Table 4 Top 10 influential users during the first week, based on Pagerank and Eigen Vector Centrality
Table 5 Top 10 sources of information and actors with most connections to knowledge centers during the first week, based on Authority and Hub Centrality

5.2.2 Week 4

During this week, the Twitter network is formed by 1795 actors with 1774 connections among them. The graph density remains at 0.001 similar to the observation in Sect. 5.2.1. Only 5 triadic closures are identified in the whole network with an average clustering coefficient of only 0.002. The average degree is 0.988, a fractional improvement over the value observed for the network from week 1. There is also a relative increase in the number of strongly connected components which stands at 1795, and smaller growth in the number of weakly connected components as well (224). So, the network structure is more well-formed than in the previous case. The Giant Component includes 67% of the actors or 1197 nodes, which also signifies the better-connected nature of this network. Unlike the previous case, here the network is well distributed with multiple actors of high degree and thus implies that the network dominance has changed at this time. This network is illustrated in Fig. 8, and the top 10 actors for the different network-level statistics, determined using standard measures, are highlighted in Tables 67, and 8, and are discussed below.

Fig. 8
figure 8

Illustration of the studied network during week 4

Table 6 Top 10 most connected users and information spreaders during the fourth week, based on Degree and Betweenness Centrality
Table 7 Top 10 influential users during the fourth week, based on Pagerank and Eigenvector Centrality
Table 8 Top 10 sources of information and actors with most connections to knowledge centers during the fourth week, based on Authority and Hub Centrality

Observations:

  • The degree centrality measures in Table 6 reveal that during this week, the most connected network actor is a general user, who is preceded by the table leader from Week 1. Remarkably, the official Twitter handle of the leader of Cluster 2, has secured the 4th rank in this table - this same actor was in 86th position in terms of Degree centrality in the 1st week of our study! So, it appears that Cluster 2 has made fruitful efforts to take over the network by this point in time. Also, in contrast to the first week of study, in this week there are only 3 actors of Politician category, out of which two are from Cluster 1, and only one is from Cluster 2. ANI is the only media channel that has made its place in the top 10 most connected actors list. The remaining actors in this list are general Users.

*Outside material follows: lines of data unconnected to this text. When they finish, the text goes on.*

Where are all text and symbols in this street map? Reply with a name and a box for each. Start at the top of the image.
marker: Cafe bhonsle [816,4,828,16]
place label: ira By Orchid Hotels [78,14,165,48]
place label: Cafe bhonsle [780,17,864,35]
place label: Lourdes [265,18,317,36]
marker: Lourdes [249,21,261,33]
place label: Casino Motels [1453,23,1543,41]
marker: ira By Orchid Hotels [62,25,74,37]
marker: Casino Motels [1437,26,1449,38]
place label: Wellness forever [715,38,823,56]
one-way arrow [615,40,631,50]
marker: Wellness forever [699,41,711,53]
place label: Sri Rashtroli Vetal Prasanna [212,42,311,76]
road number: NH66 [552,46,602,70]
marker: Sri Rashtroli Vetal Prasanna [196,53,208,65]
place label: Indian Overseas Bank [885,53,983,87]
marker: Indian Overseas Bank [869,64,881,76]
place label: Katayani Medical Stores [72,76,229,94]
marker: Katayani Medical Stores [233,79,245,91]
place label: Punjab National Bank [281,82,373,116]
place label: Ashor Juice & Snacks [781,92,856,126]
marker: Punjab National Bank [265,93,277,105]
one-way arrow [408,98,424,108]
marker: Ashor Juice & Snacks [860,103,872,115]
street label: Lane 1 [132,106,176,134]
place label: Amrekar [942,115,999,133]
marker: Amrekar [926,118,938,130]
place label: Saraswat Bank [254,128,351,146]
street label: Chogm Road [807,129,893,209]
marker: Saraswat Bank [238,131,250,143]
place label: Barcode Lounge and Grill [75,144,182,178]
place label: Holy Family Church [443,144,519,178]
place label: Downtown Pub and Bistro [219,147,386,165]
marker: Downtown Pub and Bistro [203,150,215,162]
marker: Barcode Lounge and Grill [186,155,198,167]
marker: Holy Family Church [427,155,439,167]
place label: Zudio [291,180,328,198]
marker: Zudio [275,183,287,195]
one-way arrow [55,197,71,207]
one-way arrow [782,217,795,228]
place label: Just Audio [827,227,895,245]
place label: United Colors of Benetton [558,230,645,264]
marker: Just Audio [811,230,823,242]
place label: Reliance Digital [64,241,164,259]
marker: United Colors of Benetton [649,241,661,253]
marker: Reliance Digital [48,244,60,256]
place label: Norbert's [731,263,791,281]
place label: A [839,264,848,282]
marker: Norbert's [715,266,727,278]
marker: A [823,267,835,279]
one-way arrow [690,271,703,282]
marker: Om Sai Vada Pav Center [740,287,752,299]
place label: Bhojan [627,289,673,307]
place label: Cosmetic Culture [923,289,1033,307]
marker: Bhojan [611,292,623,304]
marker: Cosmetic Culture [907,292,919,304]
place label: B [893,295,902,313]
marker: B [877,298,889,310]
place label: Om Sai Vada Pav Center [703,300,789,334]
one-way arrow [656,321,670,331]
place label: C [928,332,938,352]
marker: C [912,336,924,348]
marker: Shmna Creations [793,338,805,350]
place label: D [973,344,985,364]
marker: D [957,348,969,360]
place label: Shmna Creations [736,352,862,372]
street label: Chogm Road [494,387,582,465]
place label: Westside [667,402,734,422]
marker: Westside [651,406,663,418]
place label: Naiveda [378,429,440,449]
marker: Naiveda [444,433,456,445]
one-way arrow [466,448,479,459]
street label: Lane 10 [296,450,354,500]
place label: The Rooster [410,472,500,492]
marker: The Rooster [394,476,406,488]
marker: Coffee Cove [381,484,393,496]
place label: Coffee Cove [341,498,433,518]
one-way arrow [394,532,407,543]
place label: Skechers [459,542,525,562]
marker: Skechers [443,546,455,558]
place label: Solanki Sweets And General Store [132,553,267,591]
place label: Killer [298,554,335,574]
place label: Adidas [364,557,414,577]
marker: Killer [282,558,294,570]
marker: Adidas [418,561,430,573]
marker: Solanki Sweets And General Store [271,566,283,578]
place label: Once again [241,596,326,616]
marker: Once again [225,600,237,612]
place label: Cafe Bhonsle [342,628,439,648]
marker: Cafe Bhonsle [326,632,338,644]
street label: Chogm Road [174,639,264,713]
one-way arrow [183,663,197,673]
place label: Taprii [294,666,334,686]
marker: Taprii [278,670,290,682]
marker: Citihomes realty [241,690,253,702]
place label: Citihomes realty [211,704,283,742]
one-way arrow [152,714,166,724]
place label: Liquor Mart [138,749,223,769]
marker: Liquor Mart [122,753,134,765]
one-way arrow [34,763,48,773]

  • In the list of top 10 influencers based on Pagerank, the top 2 actors are the same as in Week 1 of the study. 2 out of 6 actors (Politicians) of Cluster 2 have made their way to this list too, which also highlights, that at this stage, the network dominance is not held by a single political cluster of actors, unlike week 1. Also, the sole actor from Cluster 3 in the Pagerank list of week 1, has been moved out of the list this week. Apart from the two media actors that have been retained, the two remaining actors in the list are general users, who, despite not being more connected, hold positions of influence. The Eigenvector centrality results also portray a changed situation, with 7 politicians, 2 media, and 1 user among the top 10 actors. Unlike the first week with only 2 politicians of Cluster 1 in the list, Table 7 shows 3 actors of Cluster 1, 3 from Cluster 2, and 1 from Cluster 3. There are 2 media actors and only 1 user, who have also made their way to this list. Unlike the previous case of week 1, here the network influence has clearly been taken over by the politicians, and Cluster 2 seems to have given an almost equal amount of effort to take over the Twitter network. The usage of only in-degree based information in Pagerank leads to a different assessment from Eigenvector centrality.

  • In contrast to the first week, this week witnesses multiple users with non-zero Betweenness Centrality values, and the top 10 are listed in the table. Irrespective of the political inclination of these users, it is evident that they were motivated enough to have played an active role in information dissipation and connectivity in the network.

  • The Authority centrality in Table 8 reveals, how 9 of the top 10 knowledge sources are Politicians, which is relevant, given that the network represents the actual election days. Out of these 9, 4 are from Cluster 1, 3 from Cluster 2, and 1 from Cluster 3, including the official Twitter handle of the Prime Minister of the country. ANI is the sole media actor in the list. Thus, Cluster 2 has indeed taken over much of the network dominance, given that the knowledge centers during week 1 were all from Cluster 1. Similar to the situation in week 1, we find that the highest hub centrality is for general users who act as pointers to the knowledge centers.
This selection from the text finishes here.